Ryan Crouser Can Drink a 12-Pack With No Hangover

Ryan Crouser Can Drink a 12-Pack With No Hangover

Sometimes, Olympic shot put gold medalist Ryan Crouser eats five or six meals a day and washes them down with a 12-pack of Bud Light.

Sep 21, 2016 by Taylor Dutch
Ryan Crouser Can Drink a 12-Pack With No Hangover
It took a lot of meals and thousands of calories for Ryan Crouser to get his body in shape to win Olympic gold in the shot put -- five or six meals a day at a thousand calories each, to be exact.

In an interview with his former Texas teammate-turned-New York Post writer Brandon Drenon, Crouser detailed the daily food intake that enabled his 6-foot-7, nearly 300-pound frame to heave the shot put to an Olympic record of 22.52m in Rio.

"I kind of have to make myself stick to a plan, because if I don't stay on top of it, I won't eat as much as I should," Crouser said. "I don't have the urge to eat like some people might imagine."

The 23-year-old starts the day with two shakes in the morning and a blend of oatmeal with whole milk, peanut butter, protein powder, berries and granola. Lunch is usually Crouser's first "solid meal," and consists of carbs like pasta or mac and cheese, bread, and a bowl of rice. For protein, Crouser said he tries to eat "about a pound of meat per meal," which amounts to three to four chicken breasts. Dinner usually consists of the same variation as lunch with the addition of fruit and vegetables.

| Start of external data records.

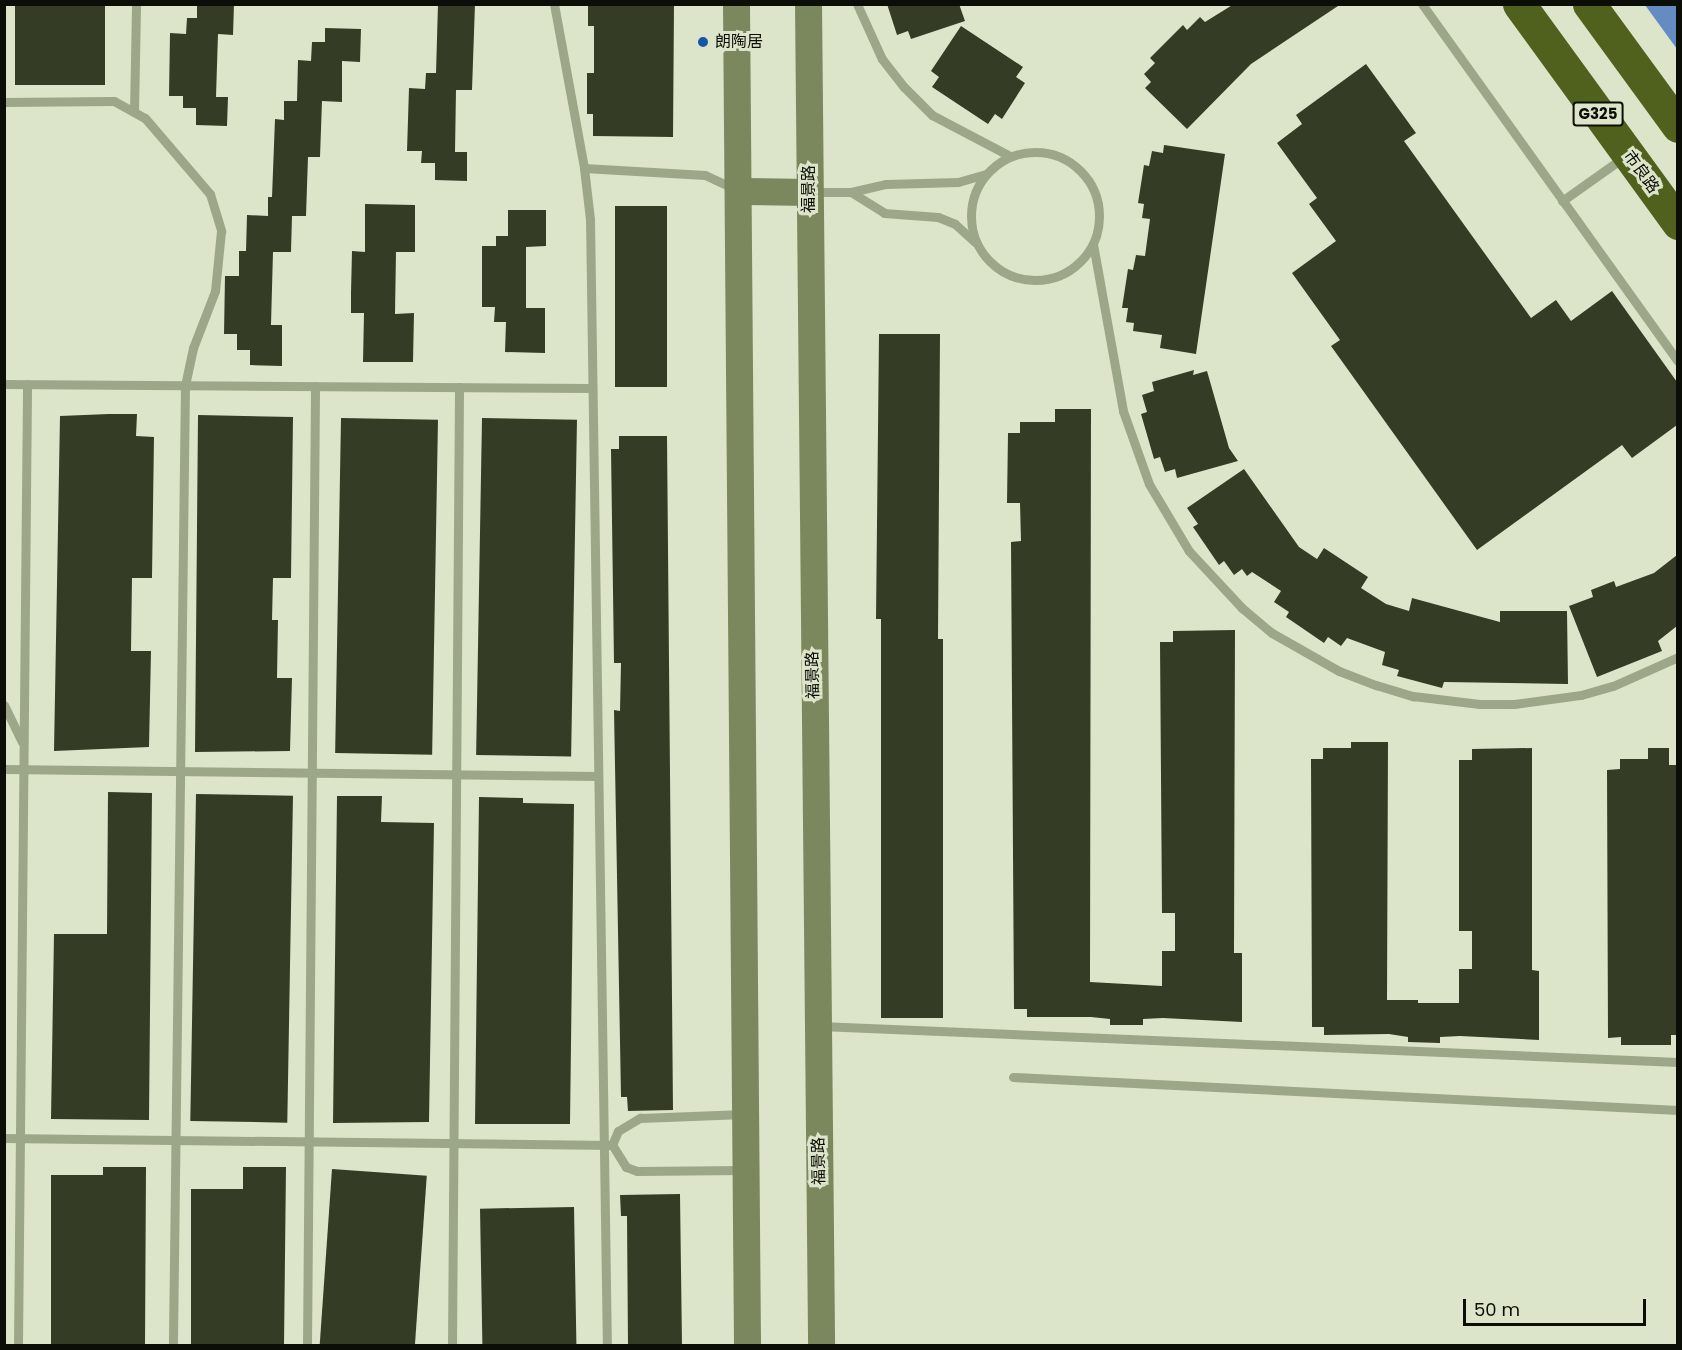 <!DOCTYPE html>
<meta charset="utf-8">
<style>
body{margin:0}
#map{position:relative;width:1682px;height:1350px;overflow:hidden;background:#dce5c9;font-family:Poppins,"Noto Sans SC",sans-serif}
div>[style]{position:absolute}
.water>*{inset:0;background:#648bc2}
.building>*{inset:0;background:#353c25;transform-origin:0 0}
.lane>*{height:9px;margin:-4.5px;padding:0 4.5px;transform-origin:4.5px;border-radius:4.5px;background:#9ca688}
.lane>.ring{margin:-4.5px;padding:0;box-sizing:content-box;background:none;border:9px solid #9ca688;border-radius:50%}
.secondary>*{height:27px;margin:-13.5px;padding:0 13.5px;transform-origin:13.5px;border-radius:13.5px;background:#7b885d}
.highway>*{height:33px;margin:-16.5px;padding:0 16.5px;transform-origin:16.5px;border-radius:16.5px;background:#4f611d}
.dots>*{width:16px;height:16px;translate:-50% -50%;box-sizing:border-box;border:3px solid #dce5c9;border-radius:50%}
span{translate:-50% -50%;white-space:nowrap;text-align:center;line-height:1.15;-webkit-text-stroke:6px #dce5c9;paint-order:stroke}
.shield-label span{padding:2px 4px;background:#dce5c9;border:2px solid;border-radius:4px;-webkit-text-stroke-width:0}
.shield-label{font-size:15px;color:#0b0e06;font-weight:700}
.poi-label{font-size:16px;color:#0b0e06}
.left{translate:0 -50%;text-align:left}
.street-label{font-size:16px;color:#0b0e06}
.frame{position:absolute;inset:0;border:6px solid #0b0e06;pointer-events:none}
.scale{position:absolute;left:1463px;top:1299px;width:183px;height:27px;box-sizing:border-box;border:3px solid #0b0e06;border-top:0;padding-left:8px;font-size:18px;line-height:21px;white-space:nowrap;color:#0b0e06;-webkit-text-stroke:4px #dce5c9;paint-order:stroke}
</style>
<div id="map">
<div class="water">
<i style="clip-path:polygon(1645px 5px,1677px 5px,1677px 49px)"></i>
</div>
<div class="building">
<i style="left:15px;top:4px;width:90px;height:81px"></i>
<i style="clip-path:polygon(197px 4px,234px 4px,233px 35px,218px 34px,216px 97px,228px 97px,227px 126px,196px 125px,196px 108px,183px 108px,183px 96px,169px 96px,170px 33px,186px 34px,187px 18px,197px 18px)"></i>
<i style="clip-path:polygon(438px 4px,475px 4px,472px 90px,456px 90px,455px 152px,467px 152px,467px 181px,435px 180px,435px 163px,421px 163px,422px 151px,407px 151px,409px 88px,425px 89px,426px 73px,436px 73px)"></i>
<i style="clip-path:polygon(588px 4px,674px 4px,673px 137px,593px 136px,593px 114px,587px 114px,587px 73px,594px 73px,594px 26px,588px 26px)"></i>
<i style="clip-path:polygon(887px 4px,959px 4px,965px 21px,911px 39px,908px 31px,897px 35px)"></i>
<i style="clip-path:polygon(1234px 4px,1341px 4px,1251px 64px,1187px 129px,1145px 88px,1151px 82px,1144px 74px,1155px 63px,1150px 58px,1183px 25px,1187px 30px,1200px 17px,1205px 22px)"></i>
<i style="clip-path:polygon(961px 26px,1023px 67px,1016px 77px,1025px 83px,1002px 119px,995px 114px,988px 124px,932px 87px,939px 77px,931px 71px)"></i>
<i style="clip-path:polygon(325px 28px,361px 29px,360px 62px,342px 61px,342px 102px,322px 101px,320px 157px,308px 157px,306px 216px,292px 216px,291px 252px,273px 252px,271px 325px,282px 325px,282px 366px,250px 365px,250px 350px,237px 350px,237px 334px,224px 334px,225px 276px,239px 276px,239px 251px,246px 251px,247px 215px,268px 216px,268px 197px,272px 197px,275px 119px,284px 120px,284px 101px,297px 101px,298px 60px,311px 61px,312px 42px,325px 42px)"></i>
<i style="clip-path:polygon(1366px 64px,1416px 133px,1404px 141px,1531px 318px,1556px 300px,1571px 321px,1612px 291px,1677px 382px,1677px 425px,1632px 458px,1622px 445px,1477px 550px,1331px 346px,1340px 340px,1292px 273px,1336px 241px,1309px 204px,1317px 198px,1277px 143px,1302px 124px,1296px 115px)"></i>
<i style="clip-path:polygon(1164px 145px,1225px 154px,1196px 354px,1160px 348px,1162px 335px,1133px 331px,1134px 323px,1126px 322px,1128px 308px,1122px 308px,1128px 269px,1133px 270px,1136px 255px,1145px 256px,1150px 219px,1142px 218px,1144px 204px,1138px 203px,1144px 165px,1149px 166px,1152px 151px,1163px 153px)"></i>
<i style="clip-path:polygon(365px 204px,415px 205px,415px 252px,396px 252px,395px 314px,414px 313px,413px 362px,363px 362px,364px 313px,351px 313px,351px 293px,352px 251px,365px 252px)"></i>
<i style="left:667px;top:206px;width:181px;height:52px;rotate:90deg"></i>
<i style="clip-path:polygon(508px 210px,546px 210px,546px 246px,526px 247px,526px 308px,545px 308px,545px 353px,505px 352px,506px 322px,494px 322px,495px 307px,482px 307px,482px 246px,496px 246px,496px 236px,508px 236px)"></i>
<i style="clip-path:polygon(879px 334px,940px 334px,938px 639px,943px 639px,943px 1018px,881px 1018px,881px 619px,876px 619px)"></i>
<i style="clip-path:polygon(1194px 370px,1193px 375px,1207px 371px,1229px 448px,1238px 461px,1177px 478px,1175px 469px,1165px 472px,1160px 457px,1154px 459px,1141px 414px,1147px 412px,1142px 395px,1154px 391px,1152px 382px)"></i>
<i style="clip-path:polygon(1055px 409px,1091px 409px,1090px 982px,1162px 986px,1162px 951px,1175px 951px,1175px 913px,1162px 913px,1160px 642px,1173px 642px,1173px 631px,1235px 630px,1234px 953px,1242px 953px,1242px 1022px,1163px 1018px,1143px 1019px,1143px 1025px,1110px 1025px,1110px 1019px,1091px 1017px,1027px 1017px,1027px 1009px,1014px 1009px,1011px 542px,1021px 541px,1020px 503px,1007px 503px,1008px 433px,1020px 433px,1020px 422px,1055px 422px)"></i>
<i style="clip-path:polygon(109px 414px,137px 414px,136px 436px,154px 437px,152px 578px,132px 578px,131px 651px,151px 651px,149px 747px,54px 751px,60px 416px)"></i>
<i style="clip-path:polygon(198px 415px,293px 417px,291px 578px,273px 578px,272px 620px,278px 620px,277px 678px,292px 678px,290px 751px,195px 752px)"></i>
<i style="left:341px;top:418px;width:97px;height:335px;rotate:1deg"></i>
<i style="left:482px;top:418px;width:95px;height:337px;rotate:1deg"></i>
<i style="clip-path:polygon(619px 436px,667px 436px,673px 1110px,628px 1111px,627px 1097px,621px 1097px,614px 710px,620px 711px,621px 663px,614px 663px,611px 449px,619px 449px)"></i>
<i style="clip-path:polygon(1244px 469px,1299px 547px,1317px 559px,1324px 548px,1368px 577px,1361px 588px,1386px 604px,1409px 611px,1412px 598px,1500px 622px,1500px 611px,1567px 611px,1568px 684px,1444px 682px,1442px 688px,1397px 676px,1399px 670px,1382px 665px,1385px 652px,1347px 638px,1341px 646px,1328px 637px,1324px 643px,1286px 617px,1289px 612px,1274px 602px,1281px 591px,1252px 572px,1247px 576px,1242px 569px,1234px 575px,1224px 561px,1219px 565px,1193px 527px,1198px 524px,1187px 508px)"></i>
<i style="clip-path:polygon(1677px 555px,1677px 626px,1658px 641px,1662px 651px,1597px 677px,1569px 606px,1593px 597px,1591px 590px,1614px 581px,1616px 587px,1654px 573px)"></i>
<i style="clip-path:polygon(1351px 742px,1388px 742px,1387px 1000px,1418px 1000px,1418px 1003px,1459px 1003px,1459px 969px,1472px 969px,1472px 931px,1459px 931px,1459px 760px,1472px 760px,1472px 749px,1532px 748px,1532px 970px,1539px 971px,1539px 1040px,1460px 1036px,1440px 1037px,1440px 1043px,1408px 1042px,1408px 1037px,1389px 1034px,1324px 1035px,1324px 1027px,1312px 1027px,1311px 759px,1323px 759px,1323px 748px,1351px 748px)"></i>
<i style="clip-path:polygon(1648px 748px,1669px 748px,1669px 765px,1677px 765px,1677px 1035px,1671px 1035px,1671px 1045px,1621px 1045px,1621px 1037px,1608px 1038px,1607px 770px,1620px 769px,1620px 759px,1648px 759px)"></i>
<i style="clip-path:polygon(108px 792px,152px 793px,149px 1120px,51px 1119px,54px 934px,107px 934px)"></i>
<i style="left:196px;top:794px;width:97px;height:327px;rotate:1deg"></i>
<i style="clip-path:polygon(337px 796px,382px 796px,381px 822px,434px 823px,429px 1122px,333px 1123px)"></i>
<i style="clip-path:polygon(479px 797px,523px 798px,523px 803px,574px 804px,570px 1124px,475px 1124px)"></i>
<i style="clip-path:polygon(103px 1167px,146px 1167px,145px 1346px,51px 1346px,51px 1175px,103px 1175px)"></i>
<i style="clip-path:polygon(243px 1167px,286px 1167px,284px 1346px,191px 1346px,191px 1189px,243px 1189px)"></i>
<i style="left:332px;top:1169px;width:95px;height:177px;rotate:4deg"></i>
<i style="clip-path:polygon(680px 1194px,682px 1346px,628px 1346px,627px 1216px,621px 1216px,620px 1195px)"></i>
<i style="left:574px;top:1207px;width:139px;height:94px;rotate:89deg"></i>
</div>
<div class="lane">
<i style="left:554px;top:4px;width:167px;rotate:79.6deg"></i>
<i style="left:584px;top:168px;width:51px;rotate:83.3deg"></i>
<i style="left:590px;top:219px;width:1127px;rotate:89.14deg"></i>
<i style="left:857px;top:4px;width:60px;rotate:65.6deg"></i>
<i style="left:882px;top:59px;width:36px;rotate:52deg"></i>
<i style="left:904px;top:87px;width:40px;rotate:45deg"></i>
<i style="left:932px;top:115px;width:88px;rotate:27.7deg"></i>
<i style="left:1422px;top:4px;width:439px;rotate:54.4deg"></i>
<i style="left:4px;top:102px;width:110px;rotate:-0.5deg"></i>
<i style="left:114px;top:101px;width:35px;rotate:29deg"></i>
<i style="left:145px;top:118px;width:100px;rotate:49.5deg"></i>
<i style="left:210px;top:194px;width:39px;rotate:73deg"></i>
<i style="left:221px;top:231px;width:60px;rotate:95.7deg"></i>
<i style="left:215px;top:291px;width:61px;rotate:111.1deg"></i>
<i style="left:193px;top:348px;width:38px;rotate:102deg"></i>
<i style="left:185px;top:385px;width:961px;rotate:90.72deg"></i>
<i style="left:134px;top:112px;width:108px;rotate:-88.9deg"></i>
<i class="ring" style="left:971px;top:152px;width:119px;height:119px"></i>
<i style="left:584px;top:168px;width:121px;rotate:3.3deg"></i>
<i style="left:705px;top:175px;width:33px;rotate:25deg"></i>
<i style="left:813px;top:192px;width:38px"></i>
<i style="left:851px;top:192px;width:36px;rotate:-13deg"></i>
<i style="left:886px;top:184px;width:72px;rotate:-1.6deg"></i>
<i style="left:958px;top:182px;width:29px;rotate:-16deg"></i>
<i style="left:851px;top:192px;width:39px;rotate:32deg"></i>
<i style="left:884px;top:213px;width:54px;rotate:4.2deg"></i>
<i style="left:938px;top:217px;width:18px;rotate:22deg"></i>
<i style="left:955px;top:224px;width:27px;rotate:42deg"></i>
<i style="left:1562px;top:201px;width:76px;rotate:-35.4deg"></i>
<i style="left:1093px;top:244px;width:170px;rotate:79.8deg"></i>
<i style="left:1123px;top:411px;width:77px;rotate:70.4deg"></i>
<i style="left:1149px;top:484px;width:78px;rotate:59.2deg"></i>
<i style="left:1189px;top:551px;width:78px;rotate:47.1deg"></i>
<i style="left:1242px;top:608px;width:39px;rotate:40deg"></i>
<i style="left:1272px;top:633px;width:77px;rotate:29.6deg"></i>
<i style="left:1339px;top:671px;width:40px;rotate:21deg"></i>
<i style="left:1376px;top:685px;width:39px;rotate:17deg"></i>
<i style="left:1413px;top:696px;width:67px;rotate:6.8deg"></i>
<i style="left:1480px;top:704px;width:34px"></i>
<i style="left:1514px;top:704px;width:68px;rotate:-7.7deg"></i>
<i style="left:1581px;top:695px;width:33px;rotate:-16deg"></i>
<i style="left:1613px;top:686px;width:71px;rotate:-24deg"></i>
<i style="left:4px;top:384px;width:588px;rotate:0.39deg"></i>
<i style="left:4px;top:705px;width:41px;rotate:64.1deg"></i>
<i style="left:4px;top:769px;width:594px;rotate:0.68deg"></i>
<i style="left:820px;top:1026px;width:859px;rotate:2.4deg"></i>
<i style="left:1013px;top:1077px;width:666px;rotate:2.84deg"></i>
<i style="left:4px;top:1138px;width:608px;rotate:0.66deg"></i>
<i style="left:743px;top:1170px;width:106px;rotate:179.5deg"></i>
<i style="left:637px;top:1171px;width:12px;rotate:-160deg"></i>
<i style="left:626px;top:1167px;width:26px;rotate:-122deg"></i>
<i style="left:612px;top:1145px;width:15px;rotate:-67deg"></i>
<i style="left:618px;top:1131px;width:26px;rotate:-31deg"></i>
<i style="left:640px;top:1118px;width:104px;rotate:-2.2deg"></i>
<i style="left:18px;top:1346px;width:962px;rotate:-89.46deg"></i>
<i style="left:307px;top:1346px;width:960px;rotate:-89.52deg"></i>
<i style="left:452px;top:1346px;width:959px;rotate:-89.58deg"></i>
</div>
<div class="secondary">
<i style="left:736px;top:4px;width:1342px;rotate:89.53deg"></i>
<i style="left:808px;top:4px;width:1342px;rotate:89.44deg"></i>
<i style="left:738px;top:191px;width:71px;rotate:0.8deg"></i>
</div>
<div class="highway">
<i style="left:1519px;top:4px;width:271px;rotate:54deg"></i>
<i style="left:1589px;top:4px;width:151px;rotate:53.9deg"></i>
</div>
<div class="dots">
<i style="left:703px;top:42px;background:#1755a6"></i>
</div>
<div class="shield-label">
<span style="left:1598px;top:114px">G325</span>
</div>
<div class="poi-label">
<span class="left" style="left:715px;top:42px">朗陶居</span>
</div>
<div class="street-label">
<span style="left:1641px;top:172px;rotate:54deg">市良路</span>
<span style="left:809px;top:189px;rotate:-90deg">福景路</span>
<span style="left:813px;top:675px;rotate:-91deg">福景路</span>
<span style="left:819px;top:1161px;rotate:-91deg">福景路</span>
</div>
<div class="frame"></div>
<div class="scale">50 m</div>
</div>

When asked about the most food he has eaten in one sitting, he responded, "about five pounds." The binge followed a grueling weight session and consisted of a bowl of white rice, a bowl of brown rice, a plate stacked with chicken, a bowl of mac and cheese, and dessert.

Possibly the most jaw-dropping answer? How much beer he can drink while still being able to function the next day.

"It depends on the type of beer. If it's something easy like Bud Light, I can take down a 12-pack and still have an effective workout the next morning," Crouser said.

For a guy who can lift 700 pounds in a single box squat and bench press about 500 pounds for a single rep, superhuman strength clearly comes with superhuman eating abilities.